A bill endorsed by a state Senate appropriations committee this morning would give teachers their annual step increases, but it falls short of providing the teacher pay raises that were in the budget passed by the General Assembly in June but now in limbo.
The General Assembly has been trying a strategy of passing mini-budget bills that contain piecemeal provisions from the budget that Gov. Roy Cooper vetoed. It’s an attempt to get much of the budget passed without actually overriding Cooper’s veto. But the catch is that the legislature is running these bills only for non-controversial budget provisions. That ensures that Cooper will either sign the bills or possibly suffer political blowback if he doesn’t. Some Democrats in the committee took issue with that strategy.
“I can’t agree on piecemealing,” said Sen. Gladys Robinson, D-Guilford. “I cannot agree on that.”
The bill provides the annual salary increases that teachers usually receive for moving up in experience, otherwise known as step increases.
But the teacher pay raises that were in the vetoed budget are absent, largely because there is a considerable divide between what was in that budget and what Cooper and the Democrats wanted.
The budget included an average 3.9% pay raise over two years, but all new raises would go to teachers with 16 years of experience or more. Cooper’s plan would have included an average 9.1% increase for teachers, as well as the restoration of master’s pay for newly hired teachers.
The bill that passed the Senate committee today does, however, include the principal pay raises that were in the full budget.
The principal pay raise is an average 6.2% increase in pay for principals, providing $15 million extra in both years for the raises.
The bill also includes the principal bonuses that were in the vetoed budget. Principals who oversaw a school that was in the top 50% of academic growth for the previous school year will get the bonuses.
Assistant principals, on the other hand, are still left waiting in the new bill. That’s because assistant principal pay is tied to teacher pay, which means that unless teachers get a raise, assistant principals won’t. They would, however, get their step increases. Assistant principals get the same pay as teachers with equivalent experience, plus 19%.
Sen. Harry Brown, R-Onslow, chair of the appropriations committee, said the purpose of the bill was just to pass a piece of the budget that drew general agreement.
“I don’t think anyone wants to argue that the teachers don’t deserve their step increases,” Brown said. “And I don’t think anyone wants to argue about the principal piece.”
Brown said discussions were continuing about teacher raises.
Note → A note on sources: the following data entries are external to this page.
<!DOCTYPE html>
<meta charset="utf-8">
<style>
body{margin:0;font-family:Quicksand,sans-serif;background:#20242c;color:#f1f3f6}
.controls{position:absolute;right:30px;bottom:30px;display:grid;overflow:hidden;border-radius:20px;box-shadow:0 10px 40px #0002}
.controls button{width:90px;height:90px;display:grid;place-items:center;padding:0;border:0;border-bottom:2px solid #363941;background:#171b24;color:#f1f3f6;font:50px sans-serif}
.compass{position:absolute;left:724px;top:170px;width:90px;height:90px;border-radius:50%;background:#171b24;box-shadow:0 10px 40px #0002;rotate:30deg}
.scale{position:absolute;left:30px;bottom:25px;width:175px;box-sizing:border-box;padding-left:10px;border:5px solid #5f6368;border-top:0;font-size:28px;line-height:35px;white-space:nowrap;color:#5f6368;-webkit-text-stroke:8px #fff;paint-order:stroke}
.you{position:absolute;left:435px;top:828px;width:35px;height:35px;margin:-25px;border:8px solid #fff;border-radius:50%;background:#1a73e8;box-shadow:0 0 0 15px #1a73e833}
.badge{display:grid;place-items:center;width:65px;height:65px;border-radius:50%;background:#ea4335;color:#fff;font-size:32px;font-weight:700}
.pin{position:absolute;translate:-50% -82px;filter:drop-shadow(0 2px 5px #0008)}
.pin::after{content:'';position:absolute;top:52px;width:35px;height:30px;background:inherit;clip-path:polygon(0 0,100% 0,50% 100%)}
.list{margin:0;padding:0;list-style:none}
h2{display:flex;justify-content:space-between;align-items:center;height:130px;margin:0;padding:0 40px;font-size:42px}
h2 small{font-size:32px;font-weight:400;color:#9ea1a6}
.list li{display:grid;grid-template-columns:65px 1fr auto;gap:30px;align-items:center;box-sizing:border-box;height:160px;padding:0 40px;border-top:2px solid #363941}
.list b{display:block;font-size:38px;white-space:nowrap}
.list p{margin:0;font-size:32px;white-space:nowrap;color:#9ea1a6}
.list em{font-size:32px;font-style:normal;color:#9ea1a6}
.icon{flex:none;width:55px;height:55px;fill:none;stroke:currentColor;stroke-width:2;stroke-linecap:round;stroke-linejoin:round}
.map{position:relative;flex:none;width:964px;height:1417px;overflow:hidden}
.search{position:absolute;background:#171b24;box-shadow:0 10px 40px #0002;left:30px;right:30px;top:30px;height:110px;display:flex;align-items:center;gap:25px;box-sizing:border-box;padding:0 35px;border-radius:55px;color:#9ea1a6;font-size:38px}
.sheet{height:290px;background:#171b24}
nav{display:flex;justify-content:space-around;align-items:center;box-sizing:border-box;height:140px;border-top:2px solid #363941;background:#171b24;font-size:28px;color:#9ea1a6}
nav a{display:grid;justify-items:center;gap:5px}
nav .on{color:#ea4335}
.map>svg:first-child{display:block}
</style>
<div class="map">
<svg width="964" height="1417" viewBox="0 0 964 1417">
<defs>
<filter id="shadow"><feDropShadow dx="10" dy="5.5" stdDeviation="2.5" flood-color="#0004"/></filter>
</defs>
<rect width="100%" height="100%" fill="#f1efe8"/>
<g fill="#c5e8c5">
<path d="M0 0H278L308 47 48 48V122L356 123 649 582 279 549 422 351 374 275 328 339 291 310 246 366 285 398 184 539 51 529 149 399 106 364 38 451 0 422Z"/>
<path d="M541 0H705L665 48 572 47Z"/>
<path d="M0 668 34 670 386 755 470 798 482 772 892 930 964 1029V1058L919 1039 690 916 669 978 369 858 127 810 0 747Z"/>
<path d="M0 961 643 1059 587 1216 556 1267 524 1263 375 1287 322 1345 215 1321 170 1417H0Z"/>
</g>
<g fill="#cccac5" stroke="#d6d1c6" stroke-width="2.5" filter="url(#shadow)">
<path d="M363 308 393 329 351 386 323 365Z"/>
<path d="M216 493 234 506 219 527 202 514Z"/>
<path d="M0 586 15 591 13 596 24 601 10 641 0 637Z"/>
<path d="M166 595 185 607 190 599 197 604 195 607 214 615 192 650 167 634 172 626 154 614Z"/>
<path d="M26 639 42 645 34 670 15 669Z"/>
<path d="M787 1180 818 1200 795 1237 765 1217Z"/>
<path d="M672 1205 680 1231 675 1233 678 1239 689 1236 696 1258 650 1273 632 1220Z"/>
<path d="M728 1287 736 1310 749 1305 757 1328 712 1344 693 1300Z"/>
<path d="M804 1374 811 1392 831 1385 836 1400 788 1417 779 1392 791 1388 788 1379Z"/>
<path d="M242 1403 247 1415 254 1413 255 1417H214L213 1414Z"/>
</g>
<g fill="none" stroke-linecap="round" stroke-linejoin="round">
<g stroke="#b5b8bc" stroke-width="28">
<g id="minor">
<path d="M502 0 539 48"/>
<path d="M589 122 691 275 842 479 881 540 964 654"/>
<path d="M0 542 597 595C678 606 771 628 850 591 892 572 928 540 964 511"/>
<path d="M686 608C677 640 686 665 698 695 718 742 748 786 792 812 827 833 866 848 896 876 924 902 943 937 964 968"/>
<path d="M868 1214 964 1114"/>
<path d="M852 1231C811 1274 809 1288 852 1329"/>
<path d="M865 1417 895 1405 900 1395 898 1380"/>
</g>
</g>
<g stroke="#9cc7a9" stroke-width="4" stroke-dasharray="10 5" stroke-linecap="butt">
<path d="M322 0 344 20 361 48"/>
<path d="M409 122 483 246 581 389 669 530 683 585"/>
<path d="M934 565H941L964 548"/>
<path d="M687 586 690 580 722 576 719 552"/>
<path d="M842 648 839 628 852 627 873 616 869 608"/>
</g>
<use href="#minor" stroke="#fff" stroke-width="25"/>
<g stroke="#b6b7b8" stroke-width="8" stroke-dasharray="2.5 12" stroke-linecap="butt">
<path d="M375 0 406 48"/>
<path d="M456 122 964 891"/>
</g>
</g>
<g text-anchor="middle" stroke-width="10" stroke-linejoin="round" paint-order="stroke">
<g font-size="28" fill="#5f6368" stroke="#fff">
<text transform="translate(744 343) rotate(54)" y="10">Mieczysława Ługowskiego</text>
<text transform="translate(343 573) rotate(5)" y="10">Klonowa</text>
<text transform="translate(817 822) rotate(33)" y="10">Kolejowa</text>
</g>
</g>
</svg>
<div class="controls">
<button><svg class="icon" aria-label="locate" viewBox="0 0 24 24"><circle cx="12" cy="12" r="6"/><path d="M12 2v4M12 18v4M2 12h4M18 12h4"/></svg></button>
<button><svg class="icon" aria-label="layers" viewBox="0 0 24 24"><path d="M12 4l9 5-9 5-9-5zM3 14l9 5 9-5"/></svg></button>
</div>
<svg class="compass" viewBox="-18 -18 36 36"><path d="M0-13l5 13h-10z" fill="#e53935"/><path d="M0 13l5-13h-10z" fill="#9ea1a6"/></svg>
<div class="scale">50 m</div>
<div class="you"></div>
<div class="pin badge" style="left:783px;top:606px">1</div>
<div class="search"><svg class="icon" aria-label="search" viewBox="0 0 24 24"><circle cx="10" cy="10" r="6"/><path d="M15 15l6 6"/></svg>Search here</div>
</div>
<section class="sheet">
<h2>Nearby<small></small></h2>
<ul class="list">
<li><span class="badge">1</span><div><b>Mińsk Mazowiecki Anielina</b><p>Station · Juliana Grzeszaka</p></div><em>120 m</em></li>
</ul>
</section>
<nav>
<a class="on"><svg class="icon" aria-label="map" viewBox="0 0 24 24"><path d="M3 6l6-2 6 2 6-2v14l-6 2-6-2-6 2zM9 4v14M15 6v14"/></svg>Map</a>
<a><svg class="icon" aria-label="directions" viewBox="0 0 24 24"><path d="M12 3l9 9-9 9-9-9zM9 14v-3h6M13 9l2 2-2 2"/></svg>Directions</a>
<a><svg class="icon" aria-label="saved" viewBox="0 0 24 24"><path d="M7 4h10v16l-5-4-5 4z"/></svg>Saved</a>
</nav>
“When we can come up with an agreement, you will probably see that piece,” he said. “But at this point, there is no agreement.”
Sen. Terry Van Duyn, D-Buncombe, challenged Brown to explain who was having discussions about teacher pay raises.
“Do you mean that you are sitting down with the governor and other interested parties and working on a negotiation?” she asked.
Sen. Don Davis, D-Pitt, also challenged Brown, asking whether there had been discussions with Cooper’s administration indicating that Cooper was in agreement on this piece of the budget.
“I’ve heard no one from the administration say that they think teachers shouldn’t get their step increases,” Brown said.
Robinson also chimed in, criticizing the fact that the bill doesn’t address teacher pay raises.
“It doesn’t address the major issue, and I don’t think we’ve had any discussion about that,” she said, adding later: “I’m not a part of any conversation.”
A second bill that passed Senate appropriations included the personnel pay increases that were part of the community college system’s budget priorities. The bill provides $12.4 million recurring in the first year and $24.8 million recurring in the second year for community college personnel.
With that and a bill now before the governor for his signature, all of the budget provisions pertaining to the community college system are now nearing fruition.
Despite this strategy of using standalone bills to get around Cooper’s veto without actually overriding it, there is still a chance that lawmakers will ultimately pass their original budget. In a surprise voting session last month, House legislators overrode Cooper’s veto while most Democrats were absent. The Senate has not yet held its vote, but when it does, it will be no surprise. The Senate rules say the vote can’t be held without at least a day’s notice.